概略
和気清麻呂の建立になる、古いお寺。空海が唐から帰り、真言宗を伝えた寺でもあります。現在も真言宗。
バス亭の高雄で降りると、谷底へ一度くだり、清滝川の橋を渡ってから険しい石段を上ります。山門前で、拝観手続を経て中に入ると、意外なくらい広々として穏やかな境内が広がります。金堂、鐘楼などが山の地形を利用して配置されており、観光シーズンでもそう混雑しないため、ゆっくりと見て回ることが出来ます。
金堂周辺
境内に入ると、意外にも山らしくない景色が広がりますが、右手に見える大きな鐘楼が、境内よりさらにいちだん高い場所にあるのを見ればわかるように、やはり山の中。
金堂はもう少し石段を上ったところにあります。靴を脱いで上がれば、空海が住持を勤めた間にここで灌頂(真言宗で修業過程を経てめでたく成就した証として、師が頭に聖水をかける儀式)を行った記録の写しなども展示されています。なお、金堂の入り口から、自分が通ってきた道を振り返ってみましょう、なかなかすてきな風景です。
金堂に上る階段付近には、諸堂が立ち並びます。山中の平地を利用して、簡潔で力強い直線で構成された建築の上に、もみじに柔らかく染め上がれた陽光が降り注ぐ様は、清潔な印象があります。
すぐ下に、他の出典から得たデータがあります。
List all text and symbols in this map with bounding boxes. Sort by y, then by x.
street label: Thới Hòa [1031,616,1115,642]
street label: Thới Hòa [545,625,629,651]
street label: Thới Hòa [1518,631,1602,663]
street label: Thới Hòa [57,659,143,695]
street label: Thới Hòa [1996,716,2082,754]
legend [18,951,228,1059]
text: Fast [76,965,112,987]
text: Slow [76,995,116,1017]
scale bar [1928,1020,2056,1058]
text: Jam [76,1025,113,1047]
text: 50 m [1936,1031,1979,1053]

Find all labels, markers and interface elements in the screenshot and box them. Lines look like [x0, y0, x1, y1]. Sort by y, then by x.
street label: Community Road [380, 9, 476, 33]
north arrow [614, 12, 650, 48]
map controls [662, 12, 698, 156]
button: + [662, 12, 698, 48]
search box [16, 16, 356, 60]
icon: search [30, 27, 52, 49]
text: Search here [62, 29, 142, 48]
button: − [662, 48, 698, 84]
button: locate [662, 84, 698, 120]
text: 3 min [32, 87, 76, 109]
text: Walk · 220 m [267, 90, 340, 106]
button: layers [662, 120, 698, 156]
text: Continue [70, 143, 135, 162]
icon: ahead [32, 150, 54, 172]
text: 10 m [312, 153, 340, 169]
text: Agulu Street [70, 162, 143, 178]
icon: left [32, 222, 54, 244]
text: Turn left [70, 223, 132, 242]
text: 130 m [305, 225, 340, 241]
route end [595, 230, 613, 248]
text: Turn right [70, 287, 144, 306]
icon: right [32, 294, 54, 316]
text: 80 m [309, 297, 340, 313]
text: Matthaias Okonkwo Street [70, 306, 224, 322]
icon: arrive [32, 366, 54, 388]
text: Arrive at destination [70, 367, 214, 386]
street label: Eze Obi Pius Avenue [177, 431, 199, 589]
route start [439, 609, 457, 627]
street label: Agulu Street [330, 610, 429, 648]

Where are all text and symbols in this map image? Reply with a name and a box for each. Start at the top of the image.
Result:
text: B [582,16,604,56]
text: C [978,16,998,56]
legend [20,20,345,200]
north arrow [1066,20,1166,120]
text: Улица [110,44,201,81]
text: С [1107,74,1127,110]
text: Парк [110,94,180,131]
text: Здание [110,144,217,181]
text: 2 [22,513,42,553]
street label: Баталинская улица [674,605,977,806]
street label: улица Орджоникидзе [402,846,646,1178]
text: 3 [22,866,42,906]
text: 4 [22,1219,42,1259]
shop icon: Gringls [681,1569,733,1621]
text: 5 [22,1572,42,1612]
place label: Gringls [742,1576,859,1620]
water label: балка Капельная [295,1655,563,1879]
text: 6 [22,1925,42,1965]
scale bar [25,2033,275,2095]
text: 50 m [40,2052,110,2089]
なお、こうした諸堂伽藍は応仁の乱で一度焼け、江戸時代の再建になるものだそうです。こんな山奥まで焼けたのかと驚きます。
かわらけ投げ、寺宝
金堂を出たら、趣深い杉や紅葉などの木々を通り抜けて、見晴らしよい茶屋の近くへ。清滝川を眼下に見下ろし、絵に描いたような山、緑、川が広がります。とんびが輪を描くのも見えます。思わず深呼吸をします。平安時代の貴族がしたように、厄除けの願いを込めて、かわらけ投げをしてみるのも乙なものでしょう。茶屋で2枚100円にて買い求め、見晴らし台から投げます。うまくスナップをきかせると、上昇気流に乗って飛ぶこともあるそうです。最初に行くなら、ぜひ晴れている日を選んでみましょう。
なお、毎年5月1日から5日まで、宝物の虫払いが行われます。虫払いとはいっても、外に干すのではなく、屋内にて広げるものを、拝観料を支払って見学できるものです。神護寺の通常参拝とは別料金になりますが、源頼朝肖像(実際は違うらしいが、そのように伝えられ、教科書にも採用されている有名な肖像)、山水屏風絵など、平安時代から鎌倉時代を中心とした有名な美術や記録を多数、間近に見ることが出来ます。灌頂の真筆は、このときに見ることが出来ます。ただし、メモ書きに近いため、あまり流麗な書道的作品を連想しないほうがいいですが。
食事について
この周辺は山奥になり、町中のつもりで出かけると、食事の場所に困ることもあるかもしれません。バス停の近く、清滝川の回りにあるホテルや旅館の料理の他には、神護寺に上っていく参道の途中に、茶屋が数件あります。そこも考えに入れたほうがいいでしょう。逆に言えば、そこも入れないと選択肢が非常に狭まります。